Detention of alleged accomplices of Abyzov, Nikolay Stepanov and Galina Fraidenberg, was also extended for three months, according to a RAPSI reporter.

An investigator in support of his motion said about an opened Schengen visa of Abyzov, his unwillingness to cooperate with investigators and attempts to hide his assets. The investigator called the former minister a beneficial owner of offshore companies in Singapore, Virgin Islands, Cyprus and Belize with accounts in foreign banks.

Defense in turn insisted that the investigator’s motion was unmotivated. According to the lawyers, a company allegedly injured by the defendants has not filed for damages which is evidence of the case falsification. All six attorneys said that Abyzov was not involved in organizing a criminal group.

The former minister called the case against him “a global absurd”.

According to investigators, between April 2011 and November 2014, Abyzov, the owner of several offshore companies, organized and headed a criminal group. The defendant along with his accomplices allegedly embezzled 4 billion rubles from Novosibirsk Region’s Siberian Energy Company and Regional Electrical Services generation and transmission corporations and transferred the money abroad.

A criminal case was opened against Abyzov on March 25. The former minister was arrested the next day. On April 3, Moscow’s court detained Abyzov until May 25. He pleads not guilty.
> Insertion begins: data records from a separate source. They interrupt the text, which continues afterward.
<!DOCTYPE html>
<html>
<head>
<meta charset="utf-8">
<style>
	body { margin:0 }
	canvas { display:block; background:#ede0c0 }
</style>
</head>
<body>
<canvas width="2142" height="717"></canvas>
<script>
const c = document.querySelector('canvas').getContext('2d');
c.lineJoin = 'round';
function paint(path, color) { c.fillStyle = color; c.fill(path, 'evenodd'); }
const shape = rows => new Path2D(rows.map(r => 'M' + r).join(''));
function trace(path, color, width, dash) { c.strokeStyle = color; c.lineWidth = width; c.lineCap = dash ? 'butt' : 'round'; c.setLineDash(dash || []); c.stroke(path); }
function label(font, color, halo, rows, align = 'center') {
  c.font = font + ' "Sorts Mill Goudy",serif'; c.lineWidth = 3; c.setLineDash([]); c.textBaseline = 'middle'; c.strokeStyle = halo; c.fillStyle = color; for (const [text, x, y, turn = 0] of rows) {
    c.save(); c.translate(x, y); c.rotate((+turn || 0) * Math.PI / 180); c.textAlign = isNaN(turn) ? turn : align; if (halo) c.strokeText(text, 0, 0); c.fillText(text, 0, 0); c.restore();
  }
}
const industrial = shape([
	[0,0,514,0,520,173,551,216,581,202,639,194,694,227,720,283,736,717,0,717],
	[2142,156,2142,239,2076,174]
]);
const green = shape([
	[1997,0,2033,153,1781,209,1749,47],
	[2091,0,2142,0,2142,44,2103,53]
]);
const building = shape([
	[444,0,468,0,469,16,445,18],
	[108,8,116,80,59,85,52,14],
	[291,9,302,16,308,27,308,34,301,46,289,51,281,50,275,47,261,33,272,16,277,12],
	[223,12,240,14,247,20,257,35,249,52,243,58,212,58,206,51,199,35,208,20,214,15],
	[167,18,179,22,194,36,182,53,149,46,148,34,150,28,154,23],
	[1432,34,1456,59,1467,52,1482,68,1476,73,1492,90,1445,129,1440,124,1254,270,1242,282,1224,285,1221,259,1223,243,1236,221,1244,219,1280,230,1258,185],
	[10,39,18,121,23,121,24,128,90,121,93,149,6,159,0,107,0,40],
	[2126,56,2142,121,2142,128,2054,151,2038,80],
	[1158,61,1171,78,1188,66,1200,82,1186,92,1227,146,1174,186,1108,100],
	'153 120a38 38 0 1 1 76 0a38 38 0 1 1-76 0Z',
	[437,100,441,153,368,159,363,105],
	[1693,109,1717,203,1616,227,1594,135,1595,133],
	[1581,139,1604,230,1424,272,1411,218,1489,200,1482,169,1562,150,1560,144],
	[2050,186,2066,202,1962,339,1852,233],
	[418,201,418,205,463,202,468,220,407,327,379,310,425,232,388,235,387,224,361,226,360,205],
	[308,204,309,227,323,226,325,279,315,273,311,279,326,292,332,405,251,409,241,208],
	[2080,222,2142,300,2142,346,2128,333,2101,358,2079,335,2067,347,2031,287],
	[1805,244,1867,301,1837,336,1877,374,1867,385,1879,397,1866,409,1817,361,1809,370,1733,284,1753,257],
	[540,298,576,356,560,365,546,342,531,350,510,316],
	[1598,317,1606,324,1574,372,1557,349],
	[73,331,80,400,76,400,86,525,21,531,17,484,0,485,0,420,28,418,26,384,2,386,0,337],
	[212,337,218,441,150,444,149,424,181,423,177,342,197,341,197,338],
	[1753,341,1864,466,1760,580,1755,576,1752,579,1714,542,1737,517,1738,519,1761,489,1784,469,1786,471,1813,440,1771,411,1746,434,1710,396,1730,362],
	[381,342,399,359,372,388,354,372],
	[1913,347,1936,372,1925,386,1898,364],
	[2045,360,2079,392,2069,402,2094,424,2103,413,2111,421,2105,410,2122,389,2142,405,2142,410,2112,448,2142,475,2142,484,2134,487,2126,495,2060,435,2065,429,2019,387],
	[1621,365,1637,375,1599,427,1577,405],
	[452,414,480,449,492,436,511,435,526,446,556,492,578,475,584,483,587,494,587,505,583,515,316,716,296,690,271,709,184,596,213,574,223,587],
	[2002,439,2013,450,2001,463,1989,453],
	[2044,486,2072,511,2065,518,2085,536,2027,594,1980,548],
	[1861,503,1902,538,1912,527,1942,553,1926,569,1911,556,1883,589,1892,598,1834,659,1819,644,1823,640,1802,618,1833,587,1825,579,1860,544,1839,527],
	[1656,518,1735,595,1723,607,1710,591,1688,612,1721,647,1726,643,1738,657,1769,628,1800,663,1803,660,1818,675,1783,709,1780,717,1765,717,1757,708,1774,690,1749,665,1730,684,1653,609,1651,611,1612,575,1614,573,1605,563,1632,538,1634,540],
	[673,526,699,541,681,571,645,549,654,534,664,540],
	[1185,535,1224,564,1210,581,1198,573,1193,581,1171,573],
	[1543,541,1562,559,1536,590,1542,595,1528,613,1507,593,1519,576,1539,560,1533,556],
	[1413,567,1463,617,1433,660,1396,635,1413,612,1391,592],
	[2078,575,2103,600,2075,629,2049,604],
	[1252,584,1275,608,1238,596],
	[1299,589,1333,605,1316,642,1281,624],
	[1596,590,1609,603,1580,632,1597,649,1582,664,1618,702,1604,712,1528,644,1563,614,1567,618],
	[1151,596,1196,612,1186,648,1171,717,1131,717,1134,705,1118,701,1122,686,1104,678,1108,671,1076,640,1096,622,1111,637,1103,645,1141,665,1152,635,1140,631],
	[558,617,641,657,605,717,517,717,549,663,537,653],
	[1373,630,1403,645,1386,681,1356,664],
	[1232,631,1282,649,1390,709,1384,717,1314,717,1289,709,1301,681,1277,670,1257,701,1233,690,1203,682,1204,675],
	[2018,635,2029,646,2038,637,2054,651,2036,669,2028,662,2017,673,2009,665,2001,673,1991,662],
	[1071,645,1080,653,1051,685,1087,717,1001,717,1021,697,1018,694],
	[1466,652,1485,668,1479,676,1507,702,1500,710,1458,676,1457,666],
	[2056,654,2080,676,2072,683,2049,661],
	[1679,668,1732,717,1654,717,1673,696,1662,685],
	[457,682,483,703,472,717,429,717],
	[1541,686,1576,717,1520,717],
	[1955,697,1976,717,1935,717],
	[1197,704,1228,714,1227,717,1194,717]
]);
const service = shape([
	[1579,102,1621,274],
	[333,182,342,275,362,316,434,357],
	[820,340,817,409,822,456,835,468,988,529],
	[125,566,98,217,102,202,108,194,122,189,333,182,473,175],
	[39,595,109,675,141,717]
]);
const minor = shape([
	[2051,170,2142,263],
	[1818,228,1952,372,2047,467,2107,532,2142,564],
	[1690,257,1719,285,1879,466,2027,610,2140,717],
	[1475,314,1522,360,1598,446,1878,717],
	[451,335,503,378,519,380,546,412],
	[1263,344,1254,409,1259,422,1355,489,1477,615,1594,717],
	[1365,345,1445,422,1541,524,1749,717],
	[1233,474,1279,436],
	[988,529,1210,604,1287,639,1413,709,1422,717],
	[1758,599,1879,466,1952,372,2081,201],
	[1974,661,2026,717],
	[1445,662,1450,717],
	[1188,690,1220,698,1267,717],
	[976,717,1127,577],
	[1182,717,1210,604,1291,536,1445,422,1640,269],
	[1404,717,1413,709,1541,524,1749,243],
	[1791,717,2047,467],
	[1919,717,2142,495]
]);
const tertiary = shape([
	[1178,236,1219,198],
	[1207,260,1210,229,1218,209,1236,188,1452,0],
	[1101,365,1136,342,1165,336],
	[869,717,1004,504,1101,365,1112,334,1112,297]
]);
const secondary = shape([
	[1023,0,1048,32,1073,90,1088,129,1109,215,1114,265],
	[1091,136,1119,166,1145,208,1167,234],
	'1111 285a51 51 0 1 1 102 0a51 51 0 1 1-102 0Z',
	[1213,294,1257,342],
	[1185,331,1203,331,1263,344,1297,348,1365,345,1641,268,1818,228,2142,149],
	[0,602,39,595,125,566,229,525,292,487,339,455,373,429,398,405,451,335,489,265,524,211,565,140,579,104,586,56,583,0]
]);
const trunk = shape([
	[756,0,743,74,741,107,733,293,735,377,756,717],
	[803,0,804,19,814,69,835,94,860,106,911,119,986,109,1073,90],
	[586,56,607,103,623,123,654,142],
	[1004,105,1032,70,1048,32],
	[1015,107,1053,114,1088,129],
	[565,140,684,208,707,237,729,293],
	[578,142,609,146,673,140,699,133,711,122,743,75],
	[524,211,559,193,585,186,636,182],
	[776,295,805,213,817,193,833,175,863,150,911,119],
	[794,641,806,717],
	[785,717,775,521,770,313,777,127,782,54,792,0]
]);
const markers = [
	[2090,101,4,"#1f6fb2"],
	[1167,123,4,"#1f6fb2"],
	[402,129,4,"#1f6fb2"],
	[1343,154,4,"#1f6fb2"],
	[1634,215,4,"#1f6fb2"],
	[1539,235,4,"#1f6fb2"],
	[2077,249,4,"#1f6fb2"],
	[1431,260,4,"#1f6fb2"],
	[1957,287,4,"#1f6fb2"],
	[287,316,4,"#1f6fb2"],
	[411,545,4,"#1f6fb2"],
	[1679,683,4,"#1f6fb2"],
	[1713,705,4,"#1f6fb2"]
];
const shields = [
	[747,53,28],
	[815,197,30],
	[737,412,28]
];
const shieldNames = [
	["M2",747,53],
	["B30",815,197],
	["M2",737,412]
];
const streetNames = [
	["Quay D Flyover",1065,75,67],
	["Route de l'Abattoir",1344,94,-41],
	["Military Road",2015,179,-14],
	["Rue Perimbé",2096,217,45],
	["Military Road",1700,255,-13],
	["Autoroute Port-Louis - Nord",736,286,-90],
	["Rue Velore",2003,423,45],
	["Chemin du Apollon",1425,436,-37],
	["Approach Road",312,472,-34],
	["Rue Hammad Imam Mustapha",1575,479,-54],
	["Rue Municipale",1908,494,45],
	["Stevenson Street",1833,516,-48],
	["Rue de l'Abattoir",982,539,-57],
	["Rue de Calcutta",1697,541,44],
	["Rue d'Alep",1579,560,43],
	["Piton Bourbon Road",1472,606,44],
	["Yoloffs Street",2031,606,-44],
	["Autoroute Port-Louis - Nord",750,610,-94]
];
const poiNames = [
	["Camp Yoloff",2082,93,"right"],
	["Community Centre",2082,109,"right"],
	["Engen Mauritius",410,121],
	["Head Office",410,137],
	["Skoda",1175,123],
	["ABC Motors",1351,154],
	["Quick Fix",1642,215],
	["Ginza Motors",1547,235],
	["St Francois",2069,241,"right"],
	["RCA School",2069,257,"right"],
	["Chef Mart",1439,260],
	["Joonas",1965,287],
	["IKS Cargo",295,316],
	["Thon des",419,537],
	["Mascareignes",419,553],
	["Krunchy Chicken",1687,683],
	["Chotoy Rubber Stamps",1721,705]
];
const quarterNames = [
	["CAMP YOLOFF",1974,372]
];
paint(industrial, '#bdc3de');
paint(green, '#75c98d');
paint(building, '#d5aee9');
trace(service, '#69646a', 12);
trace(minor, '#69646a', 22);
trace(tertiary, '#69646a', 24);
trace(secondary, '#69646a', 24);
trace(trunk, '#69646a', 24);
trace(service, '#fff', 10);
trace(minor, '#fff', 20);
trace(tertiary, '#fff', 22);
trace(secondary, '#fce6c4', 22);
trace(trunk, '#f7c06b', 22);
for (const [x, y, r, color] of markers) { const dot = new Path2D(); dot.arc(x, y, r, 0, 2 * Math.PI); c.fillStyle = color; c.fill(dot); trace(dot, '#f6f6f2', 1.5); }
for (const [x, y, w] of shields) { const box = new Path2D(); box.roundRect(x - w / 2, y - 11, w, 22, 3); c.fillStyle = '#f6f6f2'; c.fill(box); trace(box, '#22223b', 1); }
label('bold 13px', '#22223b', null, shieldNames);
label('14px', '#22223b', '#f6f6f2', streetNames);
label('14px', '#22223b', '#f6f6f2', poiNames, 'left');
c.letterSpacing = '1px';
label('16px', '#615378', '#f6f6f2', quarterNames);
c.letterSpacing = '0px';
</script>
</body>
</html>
Also, on March 26, the court considered investigators’ motions to detain other alleged members of the criminal group including president of the Novosibirsk Regional Sambo Federation Nikolay Stepanov, board chairman of the First Construction Fund Alexander Pelipasov, deputy CEO of Ru-Com company Maxim Rusakov and finance director of REMIS firm Galina Fraidenberg. Ilichev, who had absconded investigators, was arrested later. Their detention terms were recently extended until late July as well.